TO DO:
Wherever the word "green" occurs in the lines below, copy the whole line.

Data items
= = = =
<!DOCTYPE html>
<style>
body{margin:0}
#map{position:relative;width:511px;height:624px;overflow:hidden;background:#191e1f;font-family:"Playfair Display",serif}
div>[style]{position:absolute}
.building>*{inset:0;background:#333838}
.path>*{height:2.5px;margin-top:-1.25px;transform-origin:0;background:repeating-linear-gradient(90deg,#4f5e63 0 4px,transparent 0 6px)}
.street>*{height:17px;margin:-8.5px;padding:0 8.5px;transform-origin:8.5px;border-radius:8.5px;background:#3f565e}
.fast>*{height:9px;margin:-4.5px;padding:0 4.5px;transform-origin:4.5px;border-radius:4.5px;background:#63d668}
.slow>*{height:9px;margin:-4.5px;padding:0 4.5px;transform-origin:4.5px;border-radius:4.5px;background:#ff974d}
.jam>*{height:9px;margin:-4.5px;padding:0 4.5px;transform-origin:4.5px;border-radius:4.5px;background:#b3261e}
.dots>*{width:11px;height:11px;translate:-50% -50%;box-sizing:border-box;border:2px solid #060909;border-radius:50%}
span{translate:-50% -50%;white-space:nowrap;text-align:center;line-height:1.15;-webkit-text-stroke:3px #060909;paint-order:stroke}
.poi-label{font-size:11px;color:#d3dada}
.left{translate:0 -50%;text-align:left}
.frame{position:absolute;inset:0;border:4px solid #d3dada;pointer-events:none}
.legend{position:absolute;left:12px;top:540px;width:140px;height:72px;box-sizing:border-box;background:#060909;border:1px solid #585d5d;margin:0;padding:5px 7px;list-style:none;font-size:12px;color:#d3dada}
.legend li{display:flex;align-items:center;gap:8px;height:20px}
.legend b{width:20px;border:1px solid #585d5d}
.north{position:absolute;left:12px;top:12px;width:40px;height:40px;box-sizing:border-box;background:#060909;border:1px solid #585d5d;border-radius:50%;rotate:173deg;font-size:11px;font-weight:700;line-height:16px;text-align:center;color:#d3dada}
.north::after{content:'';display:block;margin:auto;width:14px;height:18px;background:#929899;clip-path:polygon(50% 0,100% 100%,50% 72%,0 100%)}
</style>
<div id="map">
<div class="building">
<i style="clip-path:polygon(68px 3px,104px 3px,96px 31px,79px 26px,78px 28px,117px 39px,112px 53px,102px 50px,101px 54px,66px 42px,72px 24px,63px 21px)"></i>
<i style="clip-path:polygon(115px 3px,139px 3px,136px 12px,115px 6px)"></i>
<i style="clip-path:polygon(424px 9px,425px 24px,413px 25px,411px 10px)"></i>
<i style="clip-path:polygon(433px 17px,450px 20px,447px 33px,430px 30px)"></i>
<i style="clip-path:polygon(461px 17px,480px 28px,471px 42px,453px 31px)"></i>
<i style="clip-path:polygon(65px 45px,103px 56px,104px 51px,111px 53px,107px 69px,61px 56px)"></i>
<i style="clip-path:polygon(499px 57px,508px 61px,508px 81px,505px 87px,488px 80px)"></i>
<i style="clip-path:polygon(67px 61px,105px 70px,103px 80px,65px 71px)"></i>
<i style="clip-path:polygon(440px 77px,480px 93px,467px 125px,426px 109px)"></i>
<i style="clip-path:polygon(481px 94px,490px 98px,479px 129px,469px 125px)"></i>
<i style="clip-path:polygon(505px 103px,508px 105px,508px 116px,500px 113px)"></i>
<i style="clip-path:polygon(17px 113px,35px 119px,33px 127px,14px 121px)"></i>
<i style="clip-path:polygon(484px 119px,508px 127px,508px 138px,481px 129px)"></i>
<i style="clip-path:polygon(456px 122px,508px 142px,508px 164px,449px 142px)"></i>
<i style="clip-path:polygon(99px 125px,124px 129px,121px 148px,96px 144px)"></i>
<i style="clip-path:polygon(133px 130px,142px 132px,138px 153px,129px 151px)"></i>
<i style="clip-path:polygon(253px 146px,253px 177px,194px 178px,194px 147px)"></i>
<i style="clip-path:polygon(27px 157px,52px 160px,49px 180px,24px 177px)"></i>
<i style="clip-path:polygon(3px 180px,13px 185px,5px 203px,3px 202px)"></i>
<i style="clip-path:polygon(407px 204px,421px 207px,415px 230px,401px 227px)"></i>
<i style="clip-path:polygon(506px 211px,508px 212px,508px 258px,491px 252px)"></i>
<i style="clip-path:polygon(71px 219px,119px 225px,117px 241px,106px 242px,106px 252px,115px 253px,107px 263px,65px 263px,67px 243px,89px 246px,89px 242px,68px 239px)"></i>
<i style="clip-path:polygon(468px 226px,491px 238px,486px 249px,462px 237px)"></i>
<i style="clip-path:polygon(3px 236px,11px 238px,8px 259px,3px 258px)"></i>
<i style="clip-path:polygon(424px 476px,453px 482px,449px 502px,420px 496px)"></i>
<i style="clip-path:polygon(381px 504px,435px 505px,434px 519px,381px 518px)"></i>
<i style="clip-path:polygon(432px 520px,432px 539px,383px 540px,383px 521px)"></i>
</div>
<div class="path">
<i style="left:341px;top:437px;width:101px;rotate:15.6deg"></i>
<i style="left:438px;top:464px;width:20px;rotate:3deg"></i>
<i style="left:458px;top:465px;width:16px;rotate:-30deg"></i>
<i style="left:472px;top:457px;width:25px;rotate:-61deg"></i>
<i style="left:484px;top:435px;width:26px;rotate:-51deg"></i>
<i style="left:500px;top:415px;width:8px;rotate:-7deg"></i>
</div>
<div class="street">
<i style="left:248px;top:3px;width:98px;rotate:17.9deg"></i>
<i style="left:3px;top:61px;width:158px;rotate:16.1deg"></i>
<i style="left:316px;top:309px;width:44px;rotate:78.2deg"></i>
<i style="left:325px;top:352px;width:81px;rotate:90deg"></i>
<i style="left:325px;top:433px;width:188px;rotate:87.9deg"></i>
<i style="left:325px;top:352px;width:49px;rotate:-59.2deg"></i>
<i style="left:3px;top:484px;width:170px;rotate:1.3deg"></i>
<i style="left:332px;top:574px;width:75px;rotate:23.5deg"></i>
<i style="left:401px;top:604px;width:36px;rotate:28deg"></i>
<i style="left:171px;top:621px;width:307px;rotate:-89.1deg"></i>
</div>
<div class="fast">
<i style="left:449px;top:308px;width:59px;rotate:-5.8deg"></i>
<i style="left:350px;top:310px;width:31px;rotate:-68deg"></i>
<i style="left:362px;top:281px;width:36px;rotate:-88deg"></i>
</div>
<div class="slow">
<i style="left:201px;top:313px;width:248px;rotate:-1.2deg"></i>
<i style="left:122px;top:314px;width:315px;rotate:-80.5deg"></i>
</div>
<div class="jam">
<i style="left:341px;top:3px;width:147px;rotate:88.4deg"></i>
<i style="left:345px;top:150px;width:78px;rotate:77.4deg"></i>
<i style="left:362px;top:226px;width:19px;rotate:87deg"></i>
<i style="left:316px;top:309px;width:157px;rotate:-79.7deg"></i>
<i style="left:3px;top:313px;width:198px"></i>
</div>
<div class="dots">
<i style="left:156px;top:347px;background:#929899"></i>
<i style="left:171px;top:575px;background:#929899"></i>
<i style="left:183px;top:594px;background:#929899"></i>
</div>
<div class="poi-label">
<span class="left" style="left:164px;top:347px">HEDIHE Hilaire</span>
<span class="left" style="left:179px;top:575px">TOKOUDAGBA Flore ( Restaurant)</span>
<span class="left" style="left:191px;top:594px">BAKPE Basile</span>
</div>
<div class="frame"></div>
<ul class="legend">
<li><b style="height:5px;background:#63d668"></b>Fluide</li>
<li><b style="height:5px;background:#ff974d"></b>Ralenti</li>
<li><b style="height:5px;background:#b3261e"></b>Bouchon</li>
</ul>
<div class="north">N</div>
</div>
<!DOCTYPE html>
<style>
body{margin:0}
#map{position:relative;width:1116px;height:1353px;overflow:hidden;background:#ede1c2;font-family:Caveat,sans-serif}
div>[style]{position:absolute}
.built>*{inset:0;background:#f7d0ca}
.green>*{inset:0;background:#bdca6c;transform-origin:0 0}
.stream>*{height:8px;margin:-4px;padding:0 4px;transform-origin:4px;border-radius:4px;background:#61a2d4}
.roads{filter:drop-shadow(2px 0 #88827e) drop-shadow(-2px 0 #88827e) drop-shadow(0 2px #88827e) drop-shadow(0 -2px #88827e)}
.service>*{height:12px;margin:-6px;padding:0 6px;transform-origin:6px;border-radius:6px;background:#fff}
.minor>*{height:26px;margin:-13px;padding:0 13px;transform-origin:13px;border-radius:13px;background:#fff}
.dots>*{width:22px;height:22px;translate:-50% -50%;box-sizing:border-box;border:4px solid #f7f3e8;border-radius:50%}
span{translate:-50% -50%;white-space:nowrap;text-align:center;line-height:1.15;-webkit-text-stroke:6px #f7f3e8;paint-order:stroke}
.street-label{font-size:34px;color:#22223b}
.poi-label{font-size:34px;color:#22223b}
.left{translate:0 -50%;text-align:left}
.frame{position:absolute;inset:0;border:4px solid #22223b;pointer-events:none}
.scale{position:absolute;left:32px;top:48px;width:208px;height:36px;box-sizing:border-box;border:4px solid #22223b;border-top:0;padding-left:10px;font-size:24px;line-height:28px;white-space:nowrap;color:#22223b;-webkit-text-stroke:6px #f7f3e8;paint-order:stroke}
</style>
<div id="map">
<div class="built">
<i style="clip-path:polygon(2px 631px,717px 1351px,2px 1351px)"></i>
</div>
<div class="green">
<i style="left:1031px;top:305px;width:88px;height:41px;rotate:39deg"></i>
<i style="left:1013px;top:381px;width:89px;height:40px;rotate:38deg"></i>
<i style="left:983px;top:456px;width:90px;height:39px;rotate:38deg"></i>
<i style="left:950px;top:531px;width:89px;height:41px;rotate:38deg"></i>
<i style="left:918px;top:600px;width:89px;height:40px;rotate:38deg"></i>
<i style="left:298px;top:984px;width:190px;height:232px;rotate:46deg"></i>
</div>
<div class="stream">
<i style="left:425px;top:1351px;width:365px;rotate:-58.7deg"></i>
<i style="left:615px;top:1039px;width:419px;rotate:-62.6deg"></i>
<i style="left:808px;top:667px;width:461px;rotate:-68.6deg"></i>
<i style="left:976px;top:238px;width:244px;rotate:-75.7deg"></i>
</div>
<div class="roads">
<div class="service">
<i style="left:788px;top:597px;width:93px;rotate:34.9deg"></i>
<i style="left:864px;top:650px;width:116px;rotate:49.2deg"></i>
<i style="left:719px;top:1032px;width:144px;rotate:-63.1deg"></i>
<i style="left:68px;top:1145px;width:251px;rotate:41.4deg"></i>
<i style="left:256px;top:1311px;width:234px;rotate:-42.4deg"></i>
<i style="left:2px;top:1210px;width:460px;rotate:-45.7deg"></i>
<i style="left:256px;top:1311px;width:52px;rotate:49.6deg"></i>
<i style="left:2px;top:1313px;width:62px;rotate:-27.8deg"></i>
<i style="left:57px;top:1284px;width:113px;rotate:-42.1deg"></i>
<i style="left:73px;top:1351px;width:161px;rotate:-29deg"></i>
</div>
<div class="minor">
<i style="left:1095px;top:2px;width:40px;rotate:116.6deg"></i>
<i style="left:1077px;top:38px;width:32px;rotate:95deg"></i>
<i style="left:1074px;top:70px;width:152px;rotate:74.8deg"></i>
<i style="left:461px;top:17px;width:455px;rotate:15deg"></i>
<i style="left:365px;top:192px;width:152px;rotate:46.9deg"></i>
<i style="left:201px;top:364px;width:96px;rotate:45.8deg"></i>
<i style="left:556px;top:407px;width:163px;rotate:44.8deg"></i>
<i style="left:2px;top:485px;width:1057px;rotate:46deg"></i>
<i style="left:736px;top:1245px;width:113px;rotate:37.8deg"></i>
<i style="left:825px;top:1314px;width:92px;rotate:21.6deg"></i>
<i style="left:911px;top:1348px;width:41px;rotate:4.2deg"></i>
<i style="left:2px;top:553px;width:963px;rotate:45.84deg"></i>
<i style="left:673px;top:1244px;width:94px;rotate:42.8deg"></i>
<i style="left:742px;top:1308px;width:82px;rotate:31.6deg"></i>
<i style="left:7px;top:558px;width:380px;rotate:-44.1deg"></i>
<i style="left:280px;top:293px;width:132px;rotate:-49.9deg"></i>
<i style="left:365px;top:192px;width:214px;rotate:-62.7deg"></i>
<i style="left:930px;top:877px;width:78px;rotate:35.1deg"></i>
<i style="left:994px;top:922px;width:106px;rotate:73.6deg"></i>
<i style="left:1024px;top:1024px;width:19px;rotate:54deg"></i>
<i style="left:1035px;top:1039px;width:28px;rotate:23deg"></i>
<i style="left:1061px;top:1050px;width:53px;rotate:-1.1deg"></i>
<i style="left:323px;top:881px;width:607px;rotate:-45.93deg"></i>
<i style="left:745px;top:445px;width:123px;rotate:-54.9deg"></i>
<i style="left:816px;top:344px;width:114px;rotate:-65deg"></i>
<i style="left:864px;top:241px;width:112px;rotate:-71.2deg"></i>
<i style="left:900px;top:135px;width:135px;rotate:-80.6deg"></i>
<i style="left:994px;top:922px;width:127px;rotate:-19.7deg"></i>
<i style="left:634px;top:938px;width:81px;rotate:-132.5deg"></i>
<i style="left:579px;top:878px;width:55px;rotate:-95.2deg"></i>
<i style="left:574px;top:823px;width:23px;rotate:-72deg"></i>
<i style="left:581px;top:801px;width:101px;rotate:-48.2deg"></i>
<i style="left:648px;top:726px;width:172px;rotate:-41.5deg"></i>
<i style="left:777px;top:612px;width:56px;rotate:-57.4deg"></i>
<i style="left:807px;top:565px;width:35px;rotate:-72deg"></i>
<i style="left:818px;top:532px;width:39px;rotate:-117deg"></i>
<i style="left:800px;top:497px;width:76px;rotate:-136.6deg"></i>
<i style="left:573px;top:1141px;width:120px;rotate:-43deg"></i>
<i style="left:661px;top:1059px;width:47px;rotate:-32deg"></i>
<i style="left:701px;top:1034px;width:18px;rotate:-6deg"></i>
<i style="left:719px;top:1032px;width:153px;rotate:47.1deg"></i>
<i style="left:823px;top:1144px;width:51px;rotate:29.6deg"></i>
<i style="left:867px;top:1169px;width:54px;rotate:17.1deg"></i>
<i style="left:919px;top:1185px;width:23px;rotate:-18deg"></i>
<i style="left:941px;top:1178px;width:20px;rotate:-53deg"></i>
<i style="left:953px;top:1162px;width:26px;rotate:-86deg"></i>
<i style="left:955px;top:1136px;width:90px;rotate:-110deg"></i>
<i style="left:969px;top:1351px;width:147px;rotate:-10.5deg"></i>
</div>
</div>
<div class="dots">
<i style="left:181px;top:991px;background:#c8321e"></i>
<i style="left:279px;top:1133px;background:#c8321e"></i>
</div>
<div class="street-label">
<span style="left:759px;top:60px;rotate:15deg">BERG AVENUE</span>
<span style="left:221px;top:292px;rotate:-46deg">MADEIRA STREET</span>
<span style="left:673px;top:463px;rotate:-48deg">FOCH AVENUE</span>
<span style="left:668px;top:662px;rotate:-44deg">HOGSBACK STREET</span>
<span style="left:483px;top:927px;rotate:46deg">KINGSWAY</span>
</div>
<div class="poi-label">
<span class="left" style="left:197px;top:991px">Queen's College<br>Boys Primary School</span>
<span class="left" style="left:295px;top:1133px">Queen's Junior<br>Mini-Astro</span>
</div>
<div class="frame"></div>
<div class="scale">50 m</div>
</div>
= = = =
COMPLETED TASK:
.green>*{inset:0;background:#bdca6c;transform-origin:0 0}
<div class="green">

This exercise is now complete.